--- EXERCISE REQUIREMENTS ---
Working through the lines below, return each one that holds "display".

--- SUPPLIED MATERIAL ---
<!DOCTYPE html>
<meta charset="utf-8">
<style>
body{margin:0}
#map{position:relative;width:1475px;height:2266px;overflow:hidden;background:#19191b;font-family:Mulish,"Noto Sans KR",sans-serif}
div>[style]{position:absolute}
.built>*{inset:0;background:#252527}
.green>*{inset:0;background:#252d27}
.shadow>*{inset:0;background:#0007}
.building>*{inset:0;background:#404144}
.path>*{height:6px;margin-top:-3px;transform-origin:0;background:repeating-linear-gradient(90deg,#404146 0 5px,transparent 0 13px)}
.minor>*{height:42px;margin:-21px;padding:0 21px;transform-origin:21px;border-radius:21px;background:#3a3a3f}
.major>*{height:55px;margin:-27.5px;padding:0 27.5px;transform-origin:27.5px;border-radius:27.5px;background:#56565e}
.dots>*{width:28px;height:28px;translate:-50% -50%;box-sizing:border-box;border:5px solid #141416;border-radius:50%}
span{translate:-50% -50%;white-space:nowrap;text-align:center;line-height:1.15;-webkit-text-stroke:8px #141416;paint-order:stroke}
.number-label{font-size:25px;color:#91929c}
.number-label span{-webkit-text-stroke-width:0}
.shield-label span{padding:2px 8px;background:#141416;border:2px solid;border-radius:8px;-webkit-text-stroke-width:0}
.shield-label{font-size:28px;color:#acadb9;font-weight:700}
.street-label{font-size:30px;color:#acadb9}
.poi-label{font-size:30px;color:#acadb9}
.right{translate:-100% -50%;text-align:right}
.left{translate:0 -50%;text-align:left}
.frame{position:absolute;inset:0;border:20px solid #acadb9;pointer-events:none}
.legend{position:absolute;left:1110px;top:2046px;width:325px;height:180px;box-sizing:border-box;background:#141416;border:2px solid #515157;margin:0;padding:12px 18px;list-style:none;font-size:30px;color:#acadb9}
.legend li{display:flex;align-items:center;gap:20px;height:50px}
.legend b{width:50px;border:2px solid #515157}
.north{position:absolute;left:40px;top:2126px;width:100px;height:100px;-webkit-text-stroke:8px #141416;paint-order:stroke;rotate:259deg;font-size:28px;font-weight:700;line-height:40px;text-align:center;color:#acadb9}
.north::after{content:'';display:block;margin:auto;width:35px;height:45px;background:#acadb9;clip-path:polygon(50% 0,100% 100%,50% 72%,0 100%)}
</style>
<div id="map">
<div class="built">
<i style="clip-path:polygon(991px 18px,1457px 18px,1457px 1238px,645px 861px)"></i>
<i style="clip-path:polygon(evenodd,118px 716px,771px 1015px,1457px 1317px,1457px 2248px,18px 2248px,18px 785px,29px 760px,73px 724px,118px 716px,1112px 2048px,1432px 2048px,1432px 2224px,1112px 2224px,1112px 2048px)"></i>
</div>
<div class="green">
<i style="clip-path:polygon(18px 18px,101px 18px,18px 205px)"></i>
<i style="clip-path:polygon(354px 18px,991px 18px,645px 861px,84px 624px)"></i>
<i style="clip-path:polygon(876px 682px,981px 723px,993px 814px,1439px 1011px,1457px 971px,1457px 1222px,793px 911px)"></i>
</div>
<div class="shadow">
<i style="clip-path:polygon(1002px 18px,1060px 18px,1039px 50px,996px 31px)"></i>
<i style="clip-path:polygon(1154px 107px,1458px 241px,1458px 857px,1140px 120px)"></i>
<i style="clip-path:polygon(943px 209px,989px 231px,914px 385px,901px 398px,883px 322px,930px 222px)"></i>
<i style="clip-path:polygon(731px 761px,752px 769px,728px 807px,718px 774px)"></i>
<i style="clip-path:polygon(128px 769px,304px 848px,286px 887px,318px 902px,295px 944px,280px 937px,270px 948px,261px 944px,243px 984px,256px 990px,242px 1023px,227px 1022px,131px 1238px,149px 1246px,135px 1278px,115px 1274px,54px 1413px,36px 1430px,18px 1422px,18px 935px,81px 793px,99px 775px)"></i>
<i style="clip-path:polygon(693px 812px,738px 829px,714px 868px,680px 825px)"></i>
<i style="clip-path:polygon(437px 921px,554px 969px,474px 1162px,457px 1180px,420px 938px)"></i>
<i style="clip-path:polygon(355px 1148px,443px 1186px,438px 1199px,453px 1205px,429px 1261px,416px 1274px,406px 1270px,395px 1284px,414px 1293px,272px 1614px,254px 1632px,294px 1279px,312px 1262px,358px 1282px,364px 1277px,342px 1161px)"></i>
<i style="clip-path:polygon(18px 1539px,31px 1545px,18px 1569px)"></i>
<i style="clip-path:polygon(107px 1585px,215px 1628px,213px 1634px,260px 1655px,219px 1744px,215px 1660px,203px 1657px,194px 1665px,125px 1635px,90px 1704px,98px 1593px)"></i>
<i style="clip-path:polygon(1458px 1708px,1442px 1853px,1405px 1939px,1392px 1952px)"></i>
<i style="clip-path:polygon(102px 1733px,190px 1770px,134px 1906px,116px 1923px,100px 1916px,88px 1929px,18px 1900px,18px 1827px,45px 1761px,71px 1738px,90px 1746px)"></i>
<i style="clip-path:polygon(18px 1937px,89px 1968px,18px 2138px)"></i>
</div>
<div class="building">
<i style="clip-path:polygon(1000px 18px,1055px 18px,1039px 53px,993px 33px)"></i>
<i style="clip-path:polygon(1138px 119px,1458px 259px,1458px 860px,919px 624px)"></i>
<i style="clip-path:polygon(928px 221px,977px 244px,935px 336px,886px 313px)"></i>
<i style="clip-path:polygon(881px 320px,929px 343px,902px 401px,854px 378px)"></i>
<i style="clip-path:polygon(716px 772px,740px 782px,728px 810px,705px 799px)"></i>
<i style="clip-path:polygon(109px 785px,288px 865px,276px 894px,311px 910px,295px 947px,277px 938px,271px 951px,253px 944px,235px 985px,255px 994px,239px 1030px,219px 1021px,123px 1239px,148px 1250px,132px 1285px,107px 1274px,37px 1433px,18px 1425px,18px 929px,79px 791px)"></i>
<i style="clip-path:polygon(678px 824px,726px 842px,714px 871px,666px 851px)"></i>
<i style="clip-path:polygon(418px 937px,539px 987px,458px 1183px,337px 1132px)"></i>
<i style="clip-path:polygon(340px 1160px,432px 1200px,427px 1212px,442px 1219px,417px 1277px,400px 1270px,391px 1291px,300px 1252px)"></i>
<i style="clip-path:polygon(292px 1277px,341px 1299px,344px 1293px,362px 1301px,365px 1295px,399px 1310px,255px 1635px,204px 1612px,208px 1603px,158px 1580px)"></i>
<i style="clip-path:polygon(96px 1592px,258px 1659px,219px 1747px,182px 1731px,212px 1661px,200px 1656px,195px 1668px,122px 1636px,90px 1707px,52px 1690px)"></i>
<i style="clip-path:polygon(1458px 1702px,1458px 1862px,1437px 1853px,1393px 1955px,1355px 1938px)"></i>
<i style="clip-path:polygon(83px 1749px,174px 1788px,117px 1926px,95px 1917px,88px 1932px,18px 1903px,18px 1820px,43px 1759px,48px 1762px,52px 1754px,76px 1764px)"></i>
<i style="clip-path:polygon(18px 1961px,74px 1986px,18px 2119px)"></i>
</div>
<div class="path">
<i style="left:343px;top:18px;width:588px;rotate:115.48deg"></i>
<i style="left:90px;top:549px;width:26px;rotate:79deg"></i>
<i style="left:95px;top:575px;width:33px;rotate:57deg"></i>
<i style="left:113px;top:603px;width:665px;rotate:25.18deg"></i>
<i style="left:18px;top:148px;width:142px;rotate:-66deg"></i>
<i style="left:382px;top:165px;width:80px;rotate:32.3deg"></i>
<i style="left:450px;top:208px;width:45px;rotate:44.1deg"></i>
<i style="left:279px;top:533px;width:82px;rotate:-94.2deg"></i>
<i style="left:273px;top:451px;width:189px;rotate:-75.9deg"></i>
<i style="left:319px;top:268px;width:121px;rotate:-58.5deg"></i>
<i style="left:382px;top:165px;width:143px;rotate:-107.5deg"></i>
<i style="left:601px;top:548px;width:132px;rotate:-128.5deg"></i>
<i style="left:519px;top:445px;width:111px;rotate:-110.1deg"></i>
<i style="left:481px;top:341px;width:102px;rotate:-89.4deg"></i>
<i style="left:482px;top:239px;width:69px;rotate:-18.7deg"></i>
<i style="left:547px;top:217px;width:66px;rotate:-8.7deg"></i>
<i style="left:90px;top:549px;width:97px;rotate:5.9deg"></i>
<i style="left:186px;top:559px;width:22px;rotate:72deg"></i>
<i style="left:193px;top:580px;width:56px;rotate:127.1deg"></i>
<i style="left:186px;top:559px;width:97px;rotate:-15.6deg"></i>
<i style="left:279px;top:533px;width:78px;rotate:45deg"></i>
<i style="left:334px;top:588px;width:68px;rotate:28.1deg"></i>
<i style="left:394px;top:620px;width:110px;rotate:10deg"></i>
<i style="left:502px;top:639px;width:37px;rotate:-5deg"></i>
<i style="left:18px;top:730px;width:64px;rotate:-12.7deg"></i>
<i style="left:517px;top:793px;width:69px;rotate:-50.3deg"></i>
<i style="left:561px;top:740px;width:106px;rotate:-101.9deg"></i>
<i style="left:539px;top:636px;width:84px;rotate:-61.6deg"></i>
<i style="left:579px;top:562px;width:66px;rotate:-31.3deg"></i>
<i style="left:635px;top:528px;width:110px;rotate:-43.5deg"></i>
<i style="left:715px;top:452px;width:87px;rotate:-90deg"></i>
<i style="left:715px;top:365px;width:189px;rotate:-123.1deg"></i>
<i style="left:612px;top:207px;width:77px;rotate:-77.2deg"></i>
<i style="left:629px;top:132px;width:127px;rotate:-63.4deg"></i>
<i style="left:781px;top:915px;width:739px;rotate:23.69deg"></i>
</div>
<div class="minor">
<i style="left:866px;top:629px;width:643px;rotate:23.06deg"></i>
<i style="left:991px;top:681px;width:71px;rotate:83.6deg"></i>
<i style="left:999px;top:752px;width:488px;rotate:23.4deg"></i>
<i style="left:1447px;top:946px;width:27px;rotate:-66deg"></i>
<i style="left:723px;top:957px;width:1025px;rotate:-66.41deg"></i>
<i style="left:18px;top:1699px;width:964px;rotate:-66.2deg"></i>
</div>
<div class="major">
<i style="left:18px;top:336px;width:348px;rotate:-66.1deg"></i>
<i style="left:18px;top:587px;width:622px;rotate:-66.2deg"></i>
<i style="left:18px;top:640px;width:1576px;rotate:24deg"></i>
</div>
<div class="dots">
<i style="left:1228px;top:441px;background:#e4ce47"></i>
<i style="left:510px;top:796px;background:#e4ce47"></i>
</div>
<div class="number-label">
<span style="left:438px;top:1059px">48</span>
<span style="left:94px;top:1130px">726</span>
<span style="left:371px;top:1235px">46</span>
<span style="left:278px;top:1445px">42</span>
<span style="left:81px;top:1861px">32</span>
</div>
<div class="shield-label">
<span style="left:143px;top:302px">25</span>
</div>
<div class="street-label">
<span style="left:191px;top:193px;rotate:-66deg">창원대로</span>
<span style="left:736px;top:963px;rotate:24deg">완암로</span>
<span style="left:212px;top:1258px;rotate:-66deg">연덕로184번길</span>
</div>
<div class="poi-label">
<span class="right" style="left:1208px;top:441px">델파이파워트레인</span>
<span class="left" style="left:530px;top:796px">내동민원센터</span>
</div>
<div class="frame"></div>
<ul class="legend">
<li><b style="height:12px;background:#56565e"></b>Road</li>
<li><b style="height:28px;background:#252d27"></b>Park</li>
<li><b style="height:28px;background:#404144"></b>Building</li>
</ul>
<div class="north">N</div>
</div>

--- ANSWER TO THIS EXERCISE ---
.legend li{display:flex;align-items:center;gap:20px;height:50px}
.north::after{content:'';display:block;margin:auto;width:35px;height:45px;background:#acadb9;clip-path:polygon(50% 0,100% 100%,50% 72%,0 100%)}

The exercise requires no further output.